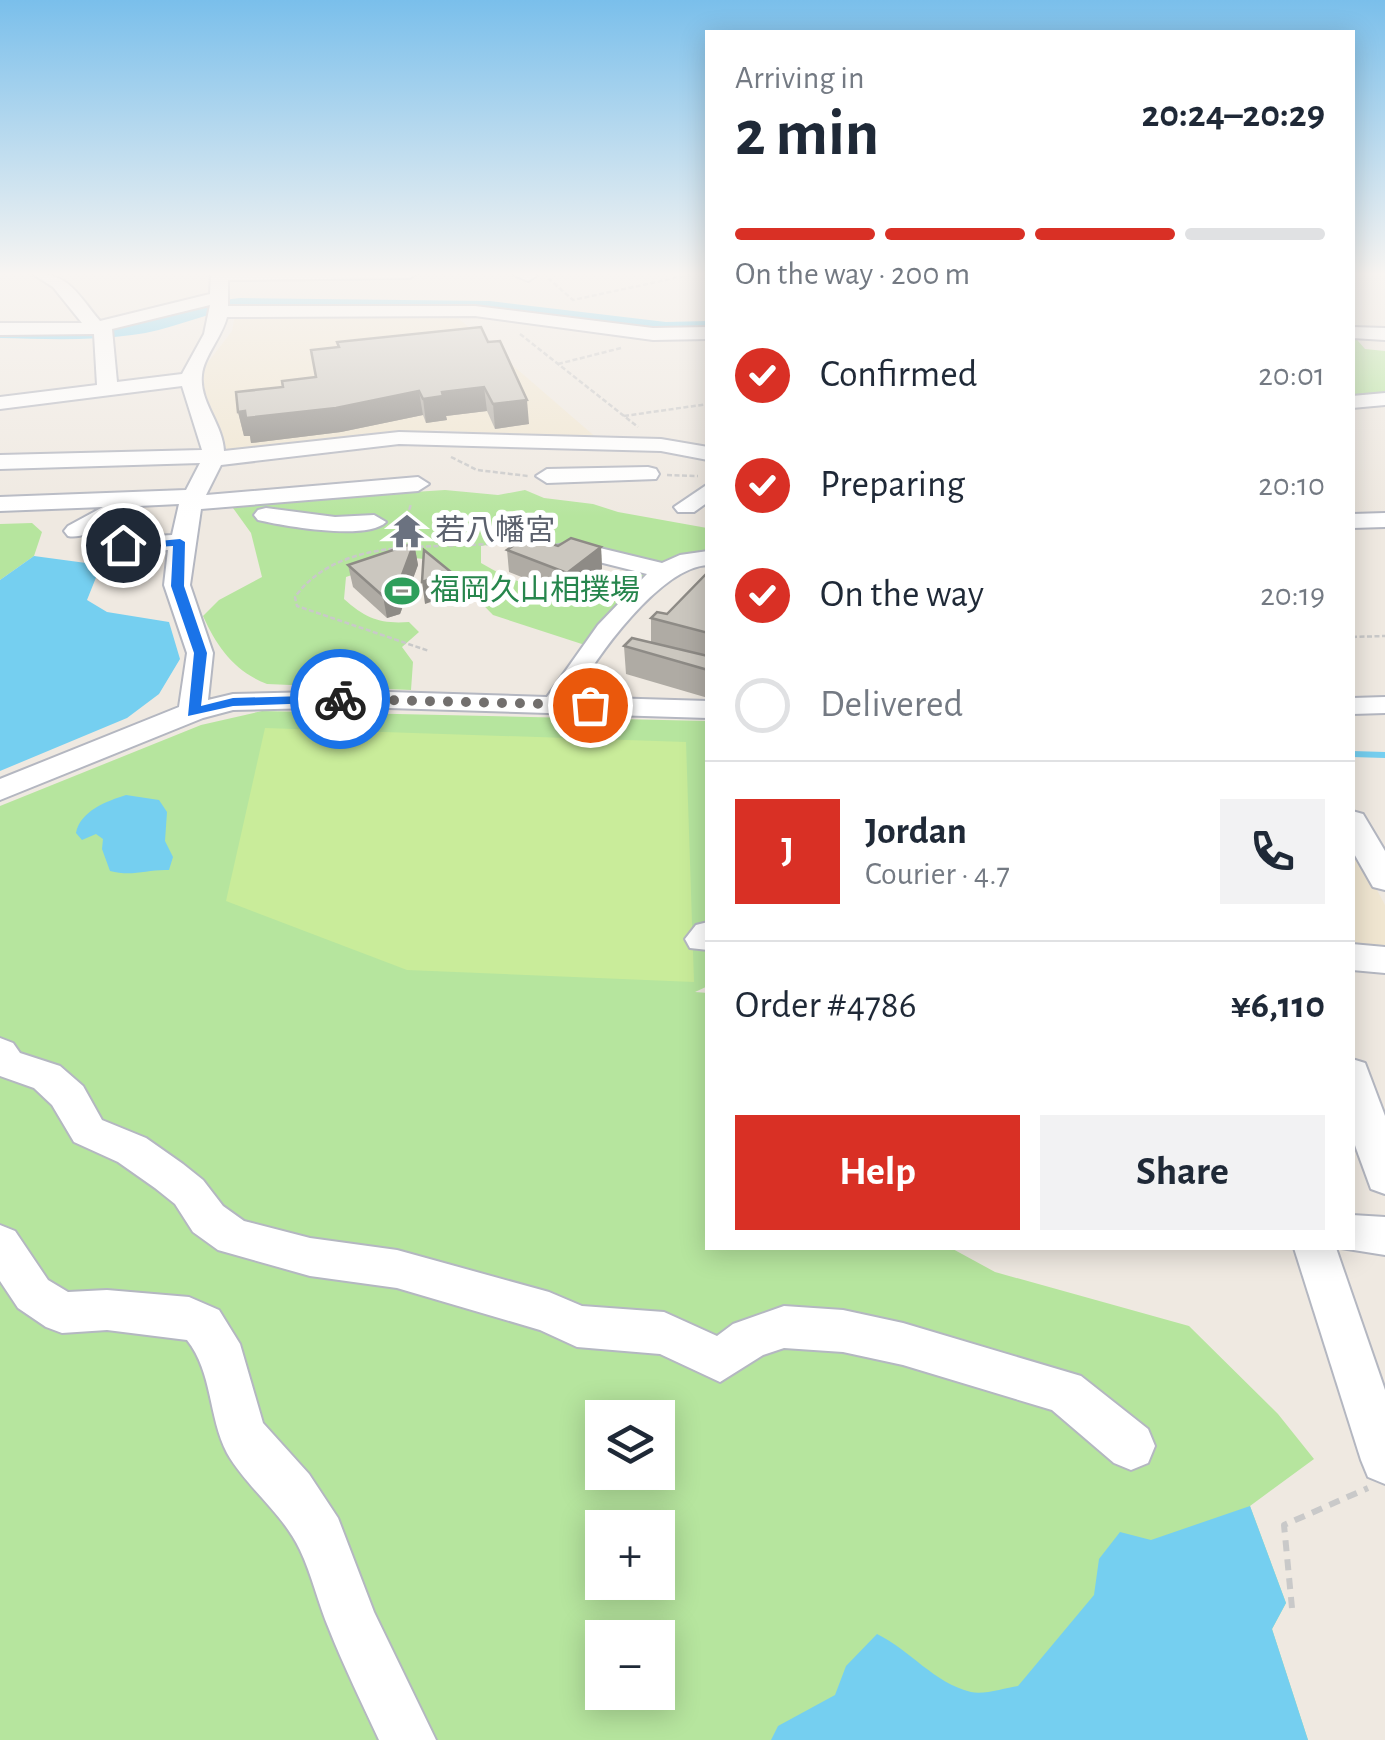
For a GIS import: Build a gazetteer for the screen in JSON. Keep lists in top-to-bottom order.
{
  "places": {
    "temple": ["若八幡宮"],
    "sports": ["福岡久山相撲場"]
  },
  "page": {
    "heading": ["2 min", "Arriving in", "20:24–20:29"],
    "panel": [
      "Jordan",
      "Courier · 4.7",
      "Order #4786",
      "¥6,110"
    ],
    "bar": "On the way · 200 m",
    "list": [
      ["Confirmed", "20:01"],
      ["Preparing", "20:10"],
      ["On the way", "20:19"],
      "Delivered"
    ],
    "round": "J",
    "buttons": ["Help", "Share"],
    "map_buttons": ["+", "−"]
  }
}
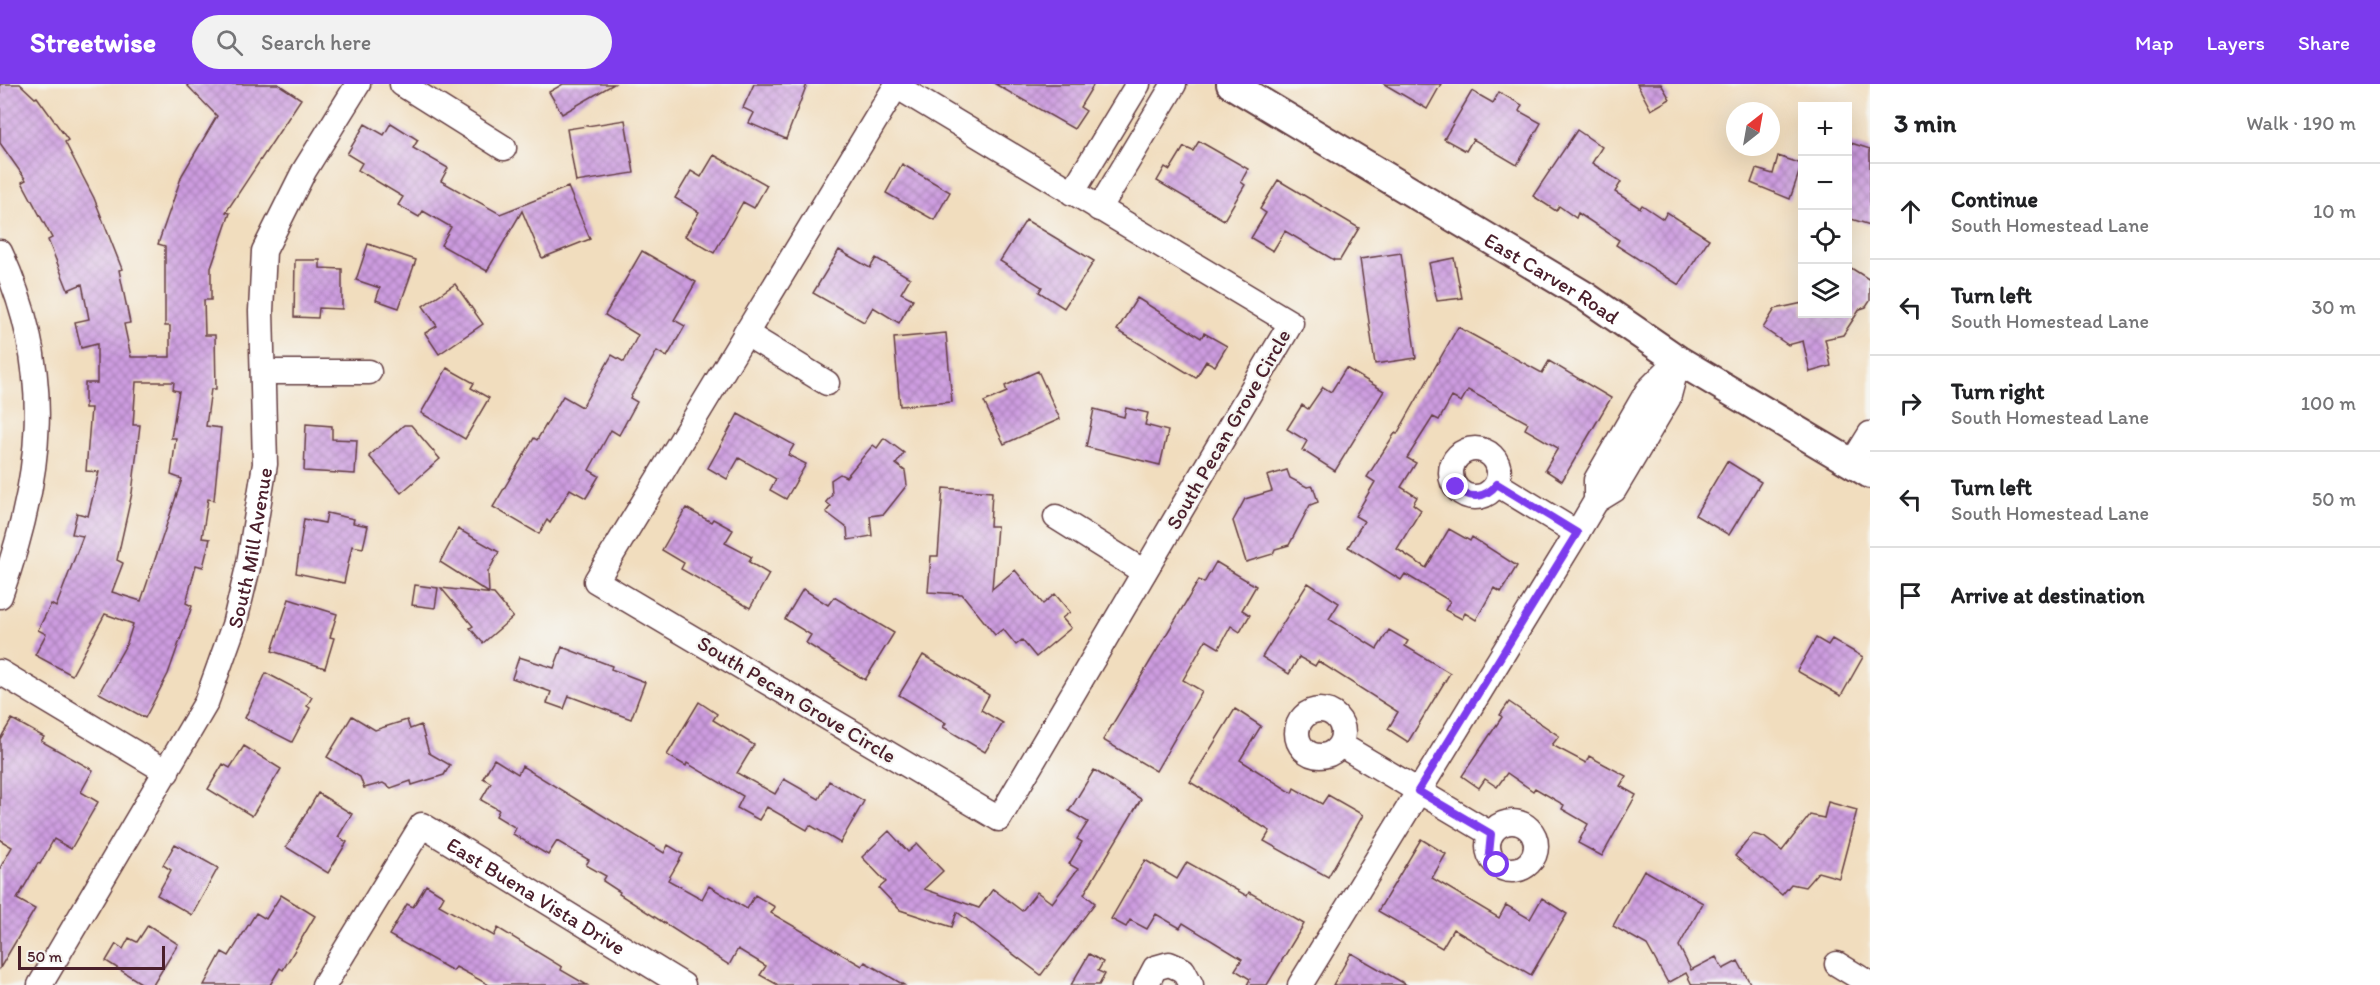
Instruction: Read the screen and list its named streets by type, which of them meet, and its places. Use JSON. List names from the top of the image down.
──────────────────────────────
> _EXERCISE REQUIREMENTS_
Each record above needs to be transcribed word for word, with its pictures omitted.

> _RESPONSE TO THIS EXERCISE_
For a GIS import: Build a gazetteer for the screen in JSON. Keep lists in top-to-bottom order.
{
  "places": {
    "temple": ["若八幡宮"],
    "sports": ["福岡久山相撲場"]
  },
  "page": {
    "heading": ["2 min", "Arriving in", "20:24–20:29"],
    "panel": [
      "Jordan",
      "Courier · 4.7",
      "Order #4786",
      "¥6,110"
    ],
    "bar": "On the way · 200 m",
    "list": [
      ["Confirmed", "20:01"],
      ["Preparing", "20:10"],
      ["On the way", "20:19"],
      "Delivered"
    ],
    "round": "J",
    "buttons": ["Help", "Share"],
    "map_buttons": ["+", "−"]
  }
}
Instruction: Read the screen and list its named streets by type, which of them meet, and its places. Use JSON. List names from the top of the image down.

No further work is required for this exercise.